(The problem)
Write the listing out again, all of it, word for word.

(Data for this exercise)
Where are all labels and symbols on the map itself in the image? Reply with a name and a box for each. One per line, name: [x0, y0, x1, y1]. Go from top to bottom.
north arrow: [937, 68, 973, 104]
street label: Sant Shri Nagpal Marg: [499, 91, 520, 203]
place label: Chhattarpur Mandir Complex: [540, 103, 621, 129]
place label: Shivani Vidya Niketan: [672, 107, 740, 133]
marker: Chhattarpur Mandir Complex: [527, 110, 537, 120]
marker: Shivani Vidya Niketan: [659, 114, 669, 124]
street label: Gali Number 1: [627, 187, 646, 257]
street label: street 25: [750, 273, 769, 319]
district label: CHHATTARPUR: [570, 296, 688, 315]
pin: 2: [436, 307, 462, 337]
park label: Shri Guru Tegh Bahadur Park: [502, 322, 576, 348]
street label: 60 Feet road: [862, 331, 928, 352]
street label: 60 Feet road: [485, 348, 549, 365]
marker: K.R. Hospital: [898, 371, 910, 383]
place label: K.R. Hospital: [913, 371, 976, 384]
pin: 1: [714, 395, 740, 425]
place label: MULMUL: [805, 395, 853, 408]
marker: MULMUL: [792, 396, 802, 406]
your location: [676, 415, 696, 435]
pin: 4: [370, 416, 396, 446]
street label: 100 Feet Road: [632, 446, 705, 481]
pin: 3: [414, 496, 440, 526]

(Answer to this exercise)
Where are all labels and symbols on the map itself in the image? Reply with a name and a box for each. One per line, name: [x0, y0, x1, y1]. Go from top to bottom.
north arrow: [937, 68, 973, 104]
street label: Sant Shri Nagpal Marg: [499, 91, 520, 203]
place label: Chhattarpur Mandir Complex: [540, 103, 621, 129]
place label: Shivani Vidya Niketan: [672, 107, 740, 133]
marker: Chhattarpur Mandir Complex: [527, 110, 537, 120]
marker: Shivani Vidya Niketan: [659, 114, 669, 124]
street label: Gali Number 1: [627, 187, 646, 257]
street label: street 25: [750, 273, 769, 319]
district label: CHHATTARPUR: [570, 296, 688, 315]
pin: 2: [436, 307, 462, 337]
park label: Shri Guru Tegh Bahadur Park: [502, 322, 576, 348]
street label: 60 Feet road: [862, 331, 928, 352]
street label: 60 Feet road: [485, 348, 549, 365]
marker: K.R. Hospital: [898, 371, 910, 383]
place label: K.R. Hospital: [913, 371, 976, 384]
pin: 1: [714, 395, 740, 425]
place label: MULMUL: [805, 395, 853, 408]
marker: MULMUL: [792, 396, 802, 406]
your location: [676, 415, 696, 435]
pin: 4: [370, 416, 396, 446]
street label: 100 Feet Road: [632, 446, 705, 481]
pin: 3: [414, 496, 440, 526]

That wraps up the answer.